We can check whether content of deleted file is written to disk, run:
for i in `seq 100`; do dd if=/dev/zero of=f bs=1M count=10; rm -f f; done
then check /proc/diskstats or `iostat -k`. If you see writes increased in 1GB, your filesystem writes data even for deleted files. My ext3 does not.

> I do - once I found a suitably quiet ext3 filesystem to test on.

Try /boot. :) Or just insert some USB flash stick and create ext3 there.

Temporary files: RAM or disk?

Posted Jun 4, 2012 11:28 UTC (Mon) by neilbrown (subscriber, #359) [Link]

No. The "5 seconds" that I was taking about is not a /proc/sys/vm/dirty* number. It is ext3 (and presumably ext4) specific.
It defaults to 5 seconds (JBD_DEFAULT_MAX_COMMIT_AGE) and can be changed by the "commit=nn" mount option.

That many seconds after a journal transaction has been opened, it is closed and flushed - if it hadn't been closed already.

It is the metadata that is written to the journal - inodes, free-block bitmaps, directory names etc.
The file contents are handled differently for different settings of "data=".
ordered: data that relates to the metadata in flushed before the metadata is written to the journal
writeback: data is written according to /proc/sys/vm/dirty* rules
journal: data is written to the journal with the metadata.

I'm not sure what the default is today. If you create then delete a file, the data will not go to disk, except possibly for "data=journal". But the metadata will.

Temporary files: RAM or disk?

Posted Jun 4, 2012 15:17 UTC (Mon) by Serge (guest, #84957) [Link]

> If you create then delete a file, the data will not go to disk, except possibly for "data=journal". But the metadata will.

That's harder to test. Maybe compare amount of writes generated by something like:
for i in `seq 10`; do touch $i; rm -f $i; done
with amount of writes generated by:
for i in `seq 1000`; do touch $i; rm -f $i; done
Every creation/deletion is written to disk if the latter line generates about 100 times more writes. On my ext3 I see sub-equal number of writes...

But, anyway, looks like it's not a problem for /tmp then, meaning that ext2 would not be (noticeably) better than ext3 in /tmp use cases.

Temporary files: RAM or disk?

Posted Jun 4, 2012 14:13 UTC (Mon) by hummassa (subscriber, #307) [Link]

In my work machine, on ext4, all lines are different.

Temporary files: RAM or disk?

Posted Jun 1, 2012 13:21 UTC (Fri) by Richard_J_Neill (subscriber, #23093) [Link]

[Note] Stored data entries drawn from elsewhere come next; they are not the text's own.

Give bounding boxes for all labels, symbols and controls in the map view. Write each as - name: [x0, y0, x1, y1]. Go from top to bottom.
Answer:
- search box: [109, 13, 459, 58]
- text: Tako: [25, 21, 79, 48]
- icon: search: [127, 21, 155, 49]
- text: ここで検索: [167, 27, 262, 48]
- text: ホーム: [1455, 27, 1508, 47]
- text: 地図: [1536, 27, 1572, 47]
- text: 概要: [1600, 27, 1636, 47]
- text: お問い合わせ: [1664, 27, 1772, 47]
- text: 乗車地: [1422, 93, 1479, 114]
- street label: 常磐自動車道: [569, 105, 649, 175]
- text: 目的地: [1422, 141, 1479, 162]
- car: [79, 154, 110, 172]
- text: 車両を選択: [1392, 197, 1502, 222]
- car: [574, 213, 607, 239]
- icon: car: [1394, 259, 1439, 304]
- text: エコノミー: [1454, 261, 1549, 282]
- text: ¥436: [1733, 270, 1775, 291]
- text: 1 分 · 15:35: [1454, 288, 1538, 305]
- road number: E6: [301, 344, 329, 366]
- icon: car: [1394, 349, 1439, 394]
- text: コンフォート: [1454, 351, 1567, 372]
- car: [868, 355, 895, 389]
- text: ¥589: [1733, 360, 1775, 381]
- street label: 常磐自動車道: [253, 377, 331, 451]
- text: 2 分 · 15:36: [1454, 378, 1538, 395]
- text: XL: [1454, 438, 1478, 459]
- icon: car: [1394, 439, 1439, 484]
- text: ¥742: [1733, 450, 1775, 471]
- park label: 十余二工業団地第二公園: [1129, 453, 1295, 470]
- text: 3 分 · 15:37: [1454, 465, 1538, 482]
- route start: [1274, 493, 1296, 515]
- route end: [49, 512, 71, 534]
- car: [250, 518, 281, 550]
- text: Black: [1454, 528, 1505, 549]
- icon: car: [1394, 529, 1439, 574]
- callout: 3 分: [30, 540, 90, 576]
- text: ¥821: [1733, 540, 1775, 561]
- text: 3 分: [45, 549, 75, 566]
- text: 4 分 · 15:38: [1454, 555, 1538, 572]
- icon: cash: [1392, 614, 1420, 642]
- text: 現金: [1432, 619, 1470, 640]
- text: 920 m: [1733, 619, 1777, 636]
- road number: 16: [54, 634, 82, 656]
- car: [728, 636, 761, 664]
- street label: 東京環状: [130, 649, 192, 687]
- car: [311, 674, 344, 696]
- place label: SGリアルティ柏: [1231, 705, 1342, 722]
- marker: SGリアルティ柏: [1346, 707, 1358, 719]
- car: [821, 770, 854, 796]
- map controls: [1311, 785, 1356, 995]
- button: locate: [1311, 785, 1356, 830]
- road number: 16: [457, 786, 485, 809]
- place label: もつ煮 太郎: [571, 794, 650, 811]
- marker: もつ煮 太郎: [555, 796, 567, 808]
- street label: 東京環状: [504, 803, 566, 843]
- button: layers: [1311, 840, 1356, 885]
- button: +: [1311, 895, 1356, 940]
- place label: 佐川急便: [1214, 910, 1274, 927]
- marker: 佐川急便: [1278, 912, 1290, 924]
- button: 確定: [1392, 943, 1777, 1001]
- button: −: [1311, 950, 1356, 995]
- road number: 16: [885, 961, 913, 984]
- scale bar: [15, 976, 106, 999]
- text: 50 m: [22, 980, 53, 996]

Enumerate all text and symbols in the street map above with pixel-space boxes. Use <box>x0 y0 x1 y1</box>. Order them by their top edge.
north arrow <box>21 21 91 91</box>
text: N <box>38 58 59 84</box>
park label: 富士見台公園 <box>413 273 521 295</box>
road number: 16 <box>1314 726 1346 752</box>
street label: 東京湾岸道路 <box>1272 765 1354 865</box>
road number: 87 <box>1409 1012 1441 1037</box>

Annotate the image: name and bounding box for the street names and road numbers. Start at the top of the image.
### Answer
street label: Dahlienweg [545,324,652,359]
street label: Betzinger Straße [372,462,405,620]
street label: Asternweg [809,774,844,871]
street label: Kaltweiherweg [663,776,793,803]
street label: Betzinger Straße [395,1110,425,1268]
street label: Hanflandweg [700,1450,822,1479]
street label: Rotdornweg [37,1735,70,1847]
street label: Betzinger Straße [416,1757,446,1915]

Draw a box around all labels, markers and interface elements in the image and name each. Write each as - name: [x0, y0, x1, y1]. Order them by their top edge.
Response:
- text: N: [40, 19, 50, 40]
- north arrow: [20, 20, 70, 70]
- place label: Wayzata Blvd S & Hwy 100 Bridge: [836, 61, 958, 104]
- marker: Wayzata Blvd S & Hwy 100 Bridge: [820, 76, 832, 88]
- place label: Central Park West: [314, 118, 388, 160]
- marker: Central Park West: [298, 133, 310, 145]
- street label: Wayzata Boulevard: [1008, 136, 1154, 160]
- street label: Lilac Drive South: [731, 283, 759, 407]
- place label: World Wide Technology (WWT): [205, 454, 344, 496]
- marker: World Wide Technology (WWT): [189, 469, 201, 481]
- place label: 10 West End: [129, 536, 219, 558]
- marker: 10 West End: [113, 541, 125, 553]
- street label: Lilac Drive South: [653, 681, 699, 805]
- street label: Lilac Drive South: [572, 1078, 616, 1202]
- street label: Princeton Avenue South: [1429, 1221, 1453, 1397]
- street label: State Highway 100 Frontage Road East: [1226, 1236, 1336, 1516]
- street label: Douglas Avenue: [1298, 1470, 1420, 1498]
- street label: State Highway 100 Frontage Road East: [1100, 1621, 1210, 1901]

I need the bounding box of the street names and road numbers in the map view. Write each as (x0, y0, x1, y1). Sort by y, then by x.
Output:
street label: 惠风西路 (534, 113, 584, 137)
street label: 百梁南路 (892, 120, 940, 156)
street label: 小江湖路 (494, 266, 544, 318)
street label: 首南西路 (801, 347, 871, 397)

It seems to me that the solution would be an extra flag for a mountpoint that says "files put in this directory should only be flushed to disk with low priority". i.e. have /tmp really existing on disk, but ionice the process for writing the in-memory pages to disk.

BTW, Mandriva/Mageia has done /tmp on tmpfs for ages (I think ~ 5 years), and it does work fine.

Temporary files: RAM or disk?

Posted Jun 5, 2012 12:23 UTC (Tue) by roblucid (subscriber, #48964) [Link]

Except application writers can open temporary files read/write and unlink the newly created file so only the file descriptor provides access to it.

That prevents files getting left around, so rather than a new flag, filesystems could stop sync-ing the disk copy, in this situation, reasoning the file is ephemeral.

On TMPFS based /tmp systems like Solaris (I used it with SunOS 4) then humongeous temporary files would need special arrangements and placing, disks just tended not to have much free space. Disks were not even 1GB and overloading memory + swap space with temp files, tended to be more reliable in operation in practice, because processes could still process even when some luser had filled the disk.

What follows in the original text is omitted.